RECORDS PROVIDED =
___
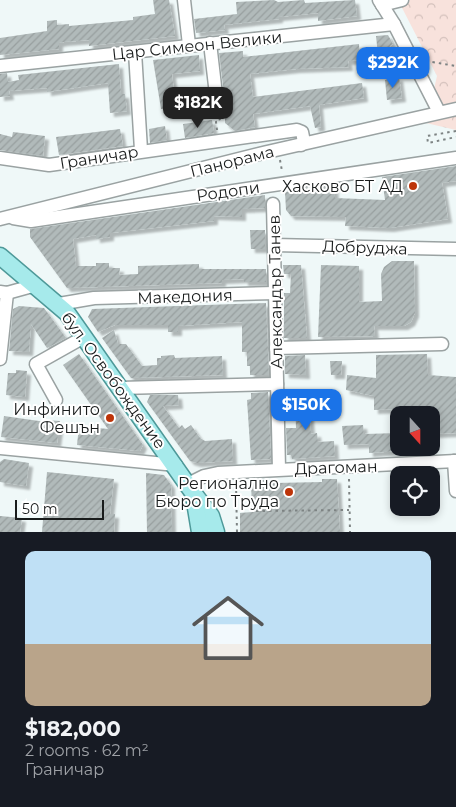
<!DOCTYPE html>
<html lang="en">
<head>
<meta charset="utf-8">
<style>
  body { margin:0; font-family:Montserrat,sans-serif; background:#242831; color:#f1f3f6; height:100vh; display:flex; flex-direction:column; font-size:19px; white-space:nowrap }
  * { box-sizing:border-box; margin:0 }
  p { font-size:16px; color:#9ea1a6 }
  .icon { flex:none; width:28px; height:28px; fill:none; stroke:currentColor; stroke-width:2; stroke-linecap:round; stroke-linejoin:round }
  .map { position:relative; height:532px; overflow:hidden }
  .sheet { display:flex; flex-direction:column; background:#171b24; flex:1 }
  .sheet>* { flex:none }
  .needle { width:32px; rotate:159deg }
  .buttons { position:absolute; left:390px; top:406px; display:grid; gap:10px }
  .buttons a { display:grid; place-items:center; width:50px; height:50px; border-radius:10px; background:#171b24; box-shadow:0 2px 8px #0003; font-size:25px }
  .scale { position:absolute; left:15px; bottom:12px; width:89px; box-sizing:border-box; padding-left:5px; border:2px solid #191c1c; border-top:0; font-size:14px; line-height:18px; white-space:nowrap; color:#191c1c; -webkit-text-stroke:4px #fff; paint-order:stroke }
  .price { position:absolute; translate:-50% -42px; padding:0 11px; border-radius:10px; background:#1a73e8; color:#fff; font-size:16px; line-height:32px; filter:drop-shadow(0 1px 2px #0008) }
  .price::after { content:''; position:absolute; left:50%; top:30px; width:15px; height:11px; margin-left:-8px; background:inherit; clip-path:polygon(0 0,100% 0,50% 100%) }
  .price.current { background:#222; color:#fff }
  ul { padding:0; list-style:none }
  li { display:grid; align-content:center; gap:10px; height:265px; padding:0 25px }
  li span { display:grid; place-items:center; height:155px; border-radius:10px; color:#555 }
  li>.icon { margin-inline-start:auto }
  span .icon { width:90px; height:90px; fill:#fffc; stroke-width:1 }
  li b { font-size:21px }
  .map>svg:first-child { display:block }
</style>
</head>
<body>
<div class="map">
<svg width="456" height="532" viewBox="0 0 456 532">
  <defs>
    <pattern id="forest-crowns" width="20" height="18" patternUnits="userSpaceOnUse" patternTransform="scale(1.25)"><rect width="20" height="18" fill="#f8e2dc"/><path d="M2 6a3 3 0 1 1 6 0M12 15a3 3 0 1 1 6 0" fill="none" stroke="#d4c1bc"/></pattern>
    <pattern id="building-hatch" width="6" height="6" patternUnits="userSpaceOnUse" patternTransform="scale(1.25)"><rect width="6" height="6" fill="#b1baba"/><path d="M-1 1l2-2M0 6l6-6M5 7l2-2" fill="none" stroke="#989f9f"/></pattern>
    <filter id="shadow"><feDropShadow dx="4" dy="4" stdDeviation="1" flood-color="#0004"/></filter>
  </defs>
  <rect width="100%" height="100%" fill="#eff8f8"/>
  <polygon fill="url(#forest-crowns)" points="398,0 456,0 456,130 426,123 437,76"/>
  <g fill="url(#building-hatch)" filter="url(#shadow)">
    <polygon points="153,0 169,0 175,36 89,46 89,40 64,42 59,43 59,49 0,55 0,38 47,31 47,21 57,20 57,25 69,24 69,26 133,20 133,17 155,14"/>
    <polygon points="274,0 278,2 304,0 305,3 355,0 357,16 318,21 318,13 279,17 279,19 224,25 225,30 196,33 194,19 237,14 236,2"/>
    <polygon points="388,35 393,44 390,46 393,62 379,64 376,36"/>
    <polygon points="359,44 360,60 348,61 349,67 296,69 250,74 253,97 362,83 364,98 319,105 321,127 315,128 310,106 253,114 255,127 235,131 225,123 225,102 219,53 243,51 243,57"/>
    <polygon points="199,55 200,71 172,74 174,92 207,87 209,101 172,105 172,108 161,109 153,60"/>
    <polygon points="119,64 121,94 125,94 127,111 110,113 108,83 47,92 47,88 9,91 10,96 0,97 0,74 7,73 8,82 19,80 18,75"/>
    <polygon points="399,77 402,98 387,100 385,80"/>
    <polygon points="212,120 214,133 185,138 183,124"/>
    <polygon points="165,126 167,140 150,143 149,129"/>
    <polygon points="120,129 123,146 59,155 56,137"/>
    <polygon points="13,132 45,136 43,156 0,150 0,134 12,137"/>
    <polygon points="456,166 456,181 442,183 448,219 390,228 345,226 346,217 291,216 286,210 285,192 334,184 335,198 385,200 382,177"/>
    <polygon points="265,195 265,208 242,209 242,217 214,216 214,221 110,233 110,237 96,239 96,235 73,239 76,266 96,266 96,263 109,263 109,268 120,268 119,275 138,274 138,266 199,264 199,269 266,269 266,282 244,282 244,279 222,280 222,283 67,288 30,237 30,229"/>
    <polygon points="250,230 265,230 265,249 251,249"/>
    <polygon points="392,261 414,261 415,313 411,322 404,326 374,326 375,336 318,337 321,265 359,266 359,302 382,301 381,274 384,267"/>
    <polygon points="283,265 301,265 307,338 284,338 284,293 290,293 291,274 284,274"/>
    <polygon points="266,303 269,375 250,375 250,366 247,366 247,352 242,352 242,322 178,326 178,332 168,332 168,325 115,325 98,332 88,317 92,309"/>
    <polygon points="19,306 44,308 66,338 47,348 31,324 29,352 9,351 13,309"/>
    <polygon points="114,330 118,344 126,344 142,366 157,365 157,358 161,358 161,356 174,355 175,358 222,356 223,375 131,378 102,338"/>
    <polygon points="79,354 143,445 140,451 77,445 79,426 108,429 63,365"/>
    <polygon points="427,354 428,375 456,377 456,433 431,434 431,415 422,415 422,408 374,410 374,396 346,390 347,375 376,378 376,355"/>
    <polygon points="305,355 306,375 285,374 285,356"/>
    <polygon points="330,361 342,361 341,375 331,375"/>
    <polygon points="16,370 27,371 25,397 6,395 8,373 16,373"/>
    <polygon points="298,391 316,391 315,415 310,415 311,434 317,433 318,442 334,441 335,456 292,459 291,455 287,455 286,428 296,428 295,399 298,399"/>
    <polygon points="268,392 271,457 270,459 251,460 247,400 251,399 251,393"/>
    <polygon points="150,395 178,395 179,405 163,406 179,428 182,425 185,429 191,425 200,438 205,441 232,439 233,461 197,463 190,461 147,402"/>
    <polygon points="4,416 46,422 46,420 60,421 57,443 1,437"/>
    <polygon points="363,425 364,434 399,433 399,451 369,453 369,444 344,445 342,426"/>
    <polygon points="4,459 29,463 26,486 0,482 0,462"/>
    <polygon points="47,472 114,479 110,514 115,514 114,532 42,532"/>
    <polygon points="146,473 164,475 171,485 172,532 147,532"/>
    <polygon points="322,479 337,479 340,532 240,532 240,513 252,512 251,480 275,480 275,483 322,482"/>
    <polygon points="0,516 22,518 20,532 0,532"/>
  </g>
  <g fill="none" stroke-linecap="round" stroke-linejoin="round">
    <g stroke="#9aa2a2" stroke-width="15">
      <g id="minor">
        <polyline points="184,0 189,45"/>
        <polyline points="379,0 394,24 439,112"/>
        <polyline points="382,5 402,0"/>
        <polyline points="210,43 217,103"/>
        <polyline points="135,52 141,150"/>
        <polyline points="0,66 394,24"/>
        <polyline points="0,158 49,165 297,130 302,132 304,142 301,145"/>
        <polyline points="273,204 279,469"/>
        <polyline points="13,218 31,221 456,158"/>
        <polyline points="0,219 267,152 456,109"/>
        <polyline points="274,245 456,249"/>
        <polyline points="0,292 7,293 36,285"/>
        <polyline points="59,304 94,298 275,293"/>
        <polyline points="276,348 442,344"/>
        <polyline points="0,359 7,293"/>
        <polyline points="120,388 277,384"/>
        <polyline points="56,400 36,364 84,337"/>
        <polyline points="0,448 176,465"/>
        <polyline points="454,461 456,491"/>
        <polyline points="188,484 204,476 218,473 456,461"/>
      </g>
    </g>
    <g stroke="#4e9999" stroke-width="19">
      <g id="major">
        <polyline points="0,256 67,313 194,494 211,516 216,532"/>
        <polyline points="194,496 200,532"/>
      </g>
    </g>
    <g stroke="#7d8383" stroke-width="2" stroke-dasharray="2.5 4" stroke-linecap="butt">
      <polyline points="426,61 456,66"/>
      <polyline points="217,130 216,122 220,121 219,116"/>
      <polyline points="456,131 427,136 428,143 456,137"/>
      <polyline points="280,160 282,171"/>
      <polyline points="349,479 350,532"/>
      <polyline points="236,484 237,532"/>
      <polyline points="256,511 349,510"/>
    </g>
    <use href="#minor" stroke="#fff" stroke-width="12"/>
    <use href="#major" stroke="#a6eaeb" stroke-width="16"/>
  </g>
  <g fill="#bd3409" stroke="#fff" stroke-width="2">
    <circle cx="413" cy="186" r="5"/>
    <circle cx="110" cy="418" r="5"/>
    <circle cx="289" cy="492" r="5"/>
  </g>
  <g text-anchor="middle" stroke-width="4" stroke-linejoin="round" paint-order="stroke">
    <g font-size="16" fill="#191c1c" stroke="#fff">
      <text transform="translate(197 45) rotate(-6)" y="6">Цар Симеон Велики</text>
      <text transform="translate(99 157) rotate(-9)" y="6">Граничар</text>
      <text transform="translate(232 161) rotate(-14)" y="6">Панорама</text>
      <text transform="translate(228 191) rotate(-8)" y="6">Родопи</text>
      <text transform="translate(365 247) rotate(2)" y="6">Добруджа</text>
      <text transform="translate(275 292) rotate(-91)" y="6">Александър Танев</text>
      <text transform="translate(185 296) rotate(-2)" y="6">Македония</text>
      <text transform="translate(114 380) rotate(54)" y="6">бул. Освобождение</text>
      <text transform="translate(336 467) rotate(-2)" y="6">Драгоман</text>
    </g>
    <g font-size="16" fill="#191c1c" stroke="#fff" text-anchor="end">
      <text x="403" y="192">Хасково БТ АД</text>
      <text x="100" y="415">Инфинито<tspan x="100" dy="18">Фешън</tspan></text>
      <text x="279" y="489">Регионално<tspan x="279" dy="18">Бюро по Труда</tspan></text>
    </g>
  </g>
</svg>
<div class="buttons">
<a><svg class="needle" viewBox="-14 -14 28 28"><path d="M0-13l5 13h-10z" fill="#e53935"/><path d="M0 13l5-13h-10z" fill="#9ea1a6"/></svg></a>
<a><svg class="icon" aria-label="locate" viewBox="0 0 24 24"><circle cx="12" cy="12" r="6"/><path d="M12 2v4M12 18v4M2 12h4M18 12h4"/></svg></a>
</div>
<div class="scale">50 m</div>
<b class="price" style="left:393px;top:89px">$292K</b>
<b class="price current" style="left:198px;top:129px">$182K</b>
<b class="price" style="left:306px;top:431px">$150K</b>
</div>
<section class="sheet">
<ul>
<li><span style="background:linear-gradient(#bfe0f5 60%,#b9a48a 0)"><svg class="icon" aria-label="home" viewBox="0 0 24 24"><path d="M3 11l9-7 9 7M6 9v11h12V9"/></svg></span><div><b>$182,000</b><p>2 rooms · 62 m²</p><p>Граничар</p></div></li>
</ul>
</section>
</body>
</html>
___
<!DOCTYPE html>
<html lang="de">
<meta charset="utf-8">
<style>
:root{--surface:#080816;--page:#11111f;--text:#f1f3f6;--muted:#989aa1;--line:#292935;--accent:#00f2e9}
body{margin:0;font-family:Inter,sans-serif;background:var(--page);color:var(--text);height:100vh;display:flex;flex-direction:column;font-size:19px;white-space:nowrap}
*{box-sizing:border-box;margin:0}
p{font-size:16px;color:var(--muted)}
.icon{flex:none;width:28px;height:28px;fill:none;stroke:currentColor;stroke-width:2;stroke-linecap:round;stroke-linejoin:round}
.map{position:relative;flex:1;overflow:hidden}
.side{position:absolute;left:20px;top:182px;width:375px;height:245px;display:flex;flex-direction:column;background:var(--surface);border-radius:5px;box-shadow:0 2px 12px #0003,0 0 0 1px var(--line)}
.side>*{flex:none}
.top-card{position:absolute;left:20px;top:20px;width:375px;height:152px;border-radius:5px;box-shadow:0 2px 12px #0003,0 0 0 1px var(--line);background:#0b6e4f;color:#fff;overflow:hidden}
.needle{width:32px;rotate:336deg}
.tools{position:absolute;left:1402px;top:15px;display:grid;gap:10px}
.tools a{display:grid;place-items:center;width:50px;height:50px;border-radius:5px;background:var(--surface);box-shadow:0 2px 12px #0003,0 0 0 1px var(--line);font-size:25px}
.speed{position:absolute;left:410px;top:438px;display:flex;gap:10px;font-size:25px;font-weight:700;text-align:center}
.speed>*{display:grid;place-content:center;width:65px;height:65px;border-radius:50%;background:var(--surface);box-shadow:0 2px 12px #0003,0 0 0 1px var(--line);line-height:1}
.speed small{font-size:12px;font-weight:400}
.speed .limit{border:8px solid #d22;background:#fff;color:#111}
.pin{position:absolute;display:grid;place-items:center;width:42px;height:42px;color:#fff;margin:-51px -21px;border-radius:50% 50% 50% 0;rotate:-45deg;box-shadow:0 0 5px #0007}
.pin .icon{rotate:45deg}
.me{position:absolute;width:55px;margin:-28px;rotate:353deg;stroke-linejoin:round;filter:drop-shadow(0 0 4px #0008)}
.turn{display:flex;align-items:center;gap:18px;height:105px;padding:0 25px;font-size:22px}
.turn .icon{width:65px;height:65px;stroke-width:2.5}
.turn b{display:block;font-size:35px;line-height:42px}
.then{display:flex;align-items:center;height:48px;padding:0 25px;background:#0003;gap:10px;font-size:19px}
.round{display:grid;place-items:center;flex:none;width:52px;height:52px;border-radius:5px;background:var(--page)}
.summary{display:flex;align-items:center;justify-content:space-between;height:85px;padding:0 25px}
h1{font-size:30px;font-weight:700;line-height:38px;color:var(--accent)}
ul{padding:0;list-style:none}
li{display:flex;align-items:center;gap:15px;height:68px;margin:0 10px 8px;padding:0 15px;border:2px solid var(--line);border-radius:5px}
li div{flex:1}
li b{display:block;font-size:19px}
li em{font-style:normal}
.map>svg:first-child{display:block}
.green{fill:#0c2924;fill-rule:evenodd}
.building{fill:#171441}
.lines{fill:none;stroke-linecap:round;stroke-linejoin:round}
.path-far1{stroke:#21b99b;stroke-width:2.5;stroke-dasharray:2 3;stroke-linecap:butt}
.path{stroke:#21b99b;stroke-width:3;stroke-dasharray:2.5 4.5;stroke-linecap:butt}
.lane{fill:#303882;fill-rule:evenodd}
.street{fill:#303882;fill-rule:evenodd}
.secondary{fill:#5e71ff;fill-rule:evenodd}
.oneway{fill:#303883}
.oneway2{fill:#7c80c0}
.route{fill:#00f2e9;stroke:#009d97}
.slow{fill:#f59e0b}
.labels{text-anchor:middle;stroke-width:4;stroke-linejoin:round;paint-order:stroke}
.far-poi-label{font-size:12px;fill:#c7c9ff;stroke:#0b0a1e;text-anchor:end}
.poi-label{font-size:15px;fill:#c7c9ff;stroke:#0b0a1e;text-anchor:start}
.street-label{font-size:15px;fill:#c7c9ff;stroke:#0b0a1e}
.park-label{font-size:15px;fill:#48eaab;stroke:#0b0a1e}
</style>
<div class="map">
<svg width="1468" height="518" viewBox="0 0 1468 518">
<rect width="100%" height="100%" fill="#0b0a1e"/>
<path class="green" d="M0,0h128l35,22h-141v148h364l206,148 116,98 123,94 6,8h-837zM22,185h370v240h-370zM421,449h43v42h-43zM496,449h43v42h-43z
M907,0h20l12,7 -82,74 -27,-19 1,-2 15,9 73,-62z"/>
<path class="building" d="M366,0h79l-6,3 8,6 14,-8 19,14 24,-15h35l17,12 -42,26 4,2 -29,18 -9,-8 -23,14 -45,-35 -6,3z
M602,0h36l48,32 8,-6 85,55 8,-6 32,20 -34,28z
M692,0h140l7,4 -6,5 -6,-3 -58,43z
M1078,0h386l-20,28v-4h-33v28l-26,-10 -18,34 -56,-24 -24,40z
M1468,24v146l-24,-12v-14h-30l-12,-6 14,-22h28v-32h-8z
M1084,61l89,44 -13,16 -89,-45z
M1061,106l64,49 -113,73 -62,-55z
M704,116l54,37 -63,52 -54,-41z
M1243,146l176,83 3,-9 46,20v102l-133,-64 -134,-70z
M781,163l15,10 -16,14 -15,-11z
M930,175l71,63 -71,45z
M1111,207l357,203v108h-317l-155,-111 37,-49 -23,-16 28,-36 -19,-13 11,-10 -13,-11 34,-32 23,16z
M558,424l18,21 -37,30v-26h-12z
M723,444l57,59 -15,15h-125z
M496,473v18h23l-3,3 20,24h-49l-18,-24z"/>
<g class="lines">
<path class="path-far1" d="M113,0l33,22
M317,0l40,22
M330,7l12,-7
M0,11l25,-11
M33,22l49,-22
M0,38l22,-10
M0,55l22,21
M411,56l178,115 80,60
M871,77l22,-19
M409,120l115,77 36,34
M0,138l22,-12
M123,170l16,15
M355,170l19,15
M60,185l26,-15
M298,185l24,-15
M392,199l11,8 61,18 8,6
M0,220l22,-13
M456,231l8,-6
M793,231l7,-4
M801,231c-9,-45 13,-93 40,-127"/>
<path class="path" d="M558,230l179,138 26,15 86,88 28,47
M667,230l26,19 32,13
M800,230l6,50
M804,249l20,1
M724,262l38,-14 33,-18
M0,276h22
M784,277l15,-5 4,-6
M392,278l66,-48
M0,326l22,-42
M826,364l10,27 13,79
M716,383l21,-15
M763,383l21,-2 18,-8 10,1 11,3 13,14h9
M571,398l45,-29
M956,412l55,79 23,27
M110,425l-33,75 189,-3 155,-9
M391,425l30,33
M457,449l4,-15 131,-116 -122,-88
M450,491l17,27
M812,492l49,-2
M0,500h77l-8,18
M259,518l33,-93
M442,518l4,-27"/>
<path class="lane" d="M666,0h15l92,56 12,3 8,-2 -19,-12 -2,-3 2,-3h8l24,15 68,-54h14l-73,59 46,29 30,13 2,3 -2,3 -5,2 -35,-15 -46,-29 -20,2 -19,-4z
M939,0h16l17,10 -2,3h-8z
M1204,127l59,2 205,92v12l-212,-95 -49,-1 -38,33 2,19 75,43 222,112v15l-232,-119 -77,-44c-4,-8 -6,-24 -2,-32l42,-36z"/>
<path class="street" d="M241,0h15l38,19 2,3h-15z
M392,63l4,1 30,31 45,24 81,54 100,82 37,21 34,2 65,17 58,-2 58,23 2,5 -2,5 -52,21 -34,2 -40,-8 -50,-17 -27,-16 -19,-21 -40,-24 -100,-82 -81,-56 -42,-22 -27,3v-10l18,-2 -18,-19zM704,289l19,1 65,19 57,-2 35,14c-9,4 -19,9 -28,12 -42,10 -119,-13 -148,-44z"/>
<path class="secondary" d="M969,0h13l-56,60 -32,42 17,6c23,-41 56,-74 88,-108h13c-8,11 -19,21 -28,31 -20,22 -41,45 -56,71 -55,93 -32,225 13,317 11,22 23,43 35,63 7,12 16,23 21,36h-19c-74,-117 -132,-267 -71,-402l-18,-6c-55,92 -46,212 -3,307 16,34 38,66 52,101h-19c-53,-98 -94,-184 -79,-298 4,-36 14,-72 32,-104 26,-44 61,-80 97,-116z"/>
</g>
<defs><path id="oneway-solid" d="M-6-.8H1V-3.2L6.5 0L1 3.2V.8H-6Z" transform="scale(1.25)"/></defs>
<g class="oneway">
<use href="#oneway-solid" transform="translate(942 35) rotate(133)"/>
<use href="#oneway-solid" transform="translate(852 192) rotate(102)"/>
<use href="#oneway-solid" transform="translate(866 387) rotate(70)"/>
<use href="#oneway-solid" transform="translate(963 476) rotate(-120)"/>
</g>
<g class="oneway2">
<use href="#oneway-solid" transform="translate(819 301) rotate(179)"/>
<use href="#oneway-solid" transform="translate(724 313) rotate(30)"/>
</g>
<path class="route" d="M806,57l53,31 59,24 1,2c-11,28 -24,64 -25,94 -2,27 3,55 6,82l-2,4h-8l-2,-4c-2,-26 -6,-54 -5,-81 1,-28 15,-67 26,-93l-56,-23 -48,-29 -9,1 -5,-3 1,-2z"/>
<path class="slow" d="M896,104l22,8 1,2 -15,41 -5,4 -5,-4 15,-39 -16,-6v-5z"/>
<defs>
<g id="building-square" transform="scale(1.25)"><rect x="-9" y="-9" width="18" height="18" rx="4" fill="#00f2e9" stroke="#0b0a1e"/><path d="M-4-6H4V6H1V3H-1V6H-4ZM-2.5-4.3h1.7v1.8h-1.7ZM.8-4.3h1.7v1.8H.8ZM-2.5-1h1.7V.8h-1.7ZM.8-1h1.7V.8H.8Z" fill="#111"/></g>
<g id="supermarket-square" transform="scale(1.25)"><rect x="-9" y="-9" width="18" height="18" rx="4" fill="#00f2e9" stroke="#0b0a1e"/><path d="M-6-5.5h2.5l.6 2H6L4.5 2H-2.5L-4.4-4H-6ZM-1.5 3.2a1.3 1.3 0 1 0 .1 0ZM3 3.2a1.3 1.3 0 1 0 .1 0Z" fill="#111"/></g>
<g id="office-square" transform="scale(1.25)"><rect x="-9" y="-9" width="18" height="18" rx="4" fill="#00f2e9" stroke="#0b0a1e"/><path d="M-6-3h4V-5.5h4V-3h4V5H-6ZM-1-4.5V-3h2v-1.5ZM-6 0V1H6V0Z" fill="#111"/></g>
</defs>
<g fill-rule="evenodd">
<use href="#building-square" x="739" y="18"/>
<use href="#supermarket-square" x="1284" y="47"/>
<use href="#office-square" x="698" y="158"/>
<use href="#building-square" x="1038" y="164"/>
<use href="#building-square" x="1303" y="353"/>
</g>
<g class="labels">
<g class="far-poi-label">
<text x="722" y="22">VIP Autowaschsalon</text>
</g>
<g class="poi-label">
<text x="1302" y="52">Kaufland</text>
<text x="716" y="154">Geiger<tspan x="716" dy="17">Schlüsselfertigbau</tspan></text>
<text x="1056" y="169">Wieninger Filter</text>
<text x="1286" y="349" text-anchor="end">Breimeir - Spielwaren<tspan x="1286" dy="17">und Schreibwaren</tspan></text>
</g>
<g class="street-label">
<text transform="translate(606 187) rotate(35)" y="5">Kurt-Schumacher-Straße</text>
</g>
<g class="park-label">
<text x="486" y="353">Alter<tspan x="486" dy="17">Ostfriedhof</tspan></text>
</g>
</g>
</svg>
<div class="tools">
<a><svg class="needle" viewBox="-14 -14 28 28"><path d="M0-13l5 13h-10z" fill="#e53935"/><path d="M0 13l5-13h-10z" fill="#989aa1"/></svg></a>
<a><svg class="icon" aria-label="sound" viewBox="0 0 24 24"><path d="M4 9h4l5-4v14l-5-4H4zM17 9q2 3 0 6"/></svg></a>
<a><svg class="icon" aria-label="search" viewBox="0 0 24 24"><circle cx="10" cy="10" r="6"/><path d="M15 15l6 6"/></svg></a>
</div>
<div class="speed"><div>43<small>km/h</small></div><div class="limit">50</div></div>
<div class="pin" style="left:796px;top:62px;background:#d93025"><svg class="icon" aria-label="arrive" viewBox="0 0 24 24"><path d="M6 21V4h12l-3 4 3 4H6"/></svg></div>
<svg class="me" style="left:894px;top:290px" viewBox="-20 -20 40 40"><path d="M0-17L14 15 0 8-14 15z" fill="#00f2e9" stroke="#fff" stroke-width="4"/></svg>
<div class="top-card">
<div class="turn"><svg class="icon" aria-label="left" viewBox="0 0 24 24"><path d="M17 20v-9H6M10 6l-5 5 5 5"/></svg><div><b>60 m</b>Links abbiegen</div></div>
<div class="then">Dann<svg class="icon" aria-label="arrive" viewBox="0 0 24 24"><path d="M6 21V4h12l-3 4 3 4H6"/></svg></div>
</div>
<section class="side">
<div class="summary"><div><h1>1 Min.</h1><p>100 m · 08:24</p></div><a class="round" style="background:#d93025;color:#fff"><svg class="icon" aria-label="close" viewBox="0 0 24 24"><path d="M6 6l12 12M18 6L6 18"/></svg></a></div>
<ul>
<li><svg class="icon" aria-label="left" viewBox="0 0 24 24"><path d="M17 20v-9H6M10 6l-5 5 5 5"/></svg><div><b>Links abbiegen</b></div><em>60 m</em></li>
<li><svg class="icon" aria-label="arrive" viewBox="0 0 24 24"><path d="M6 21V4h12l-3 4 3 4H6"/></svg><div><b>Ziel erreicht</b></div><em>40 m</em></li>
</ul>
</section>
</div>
___
TASK DIRECTIONS = Wherever the word "tools" appears in the listing above, copy the whole line.

TASK RESULT =
.tools{position:absolute;left:1402px;top:15px;display:grid;gap:10px}
.tools a{display:grid;place-items:center;width:50px;height:50px;border-radius:5px;background:var(--surface);box-shadow:0 2px 12px #0003,0 0 0 1px var(--line);font-size:25px}
<div class="tools">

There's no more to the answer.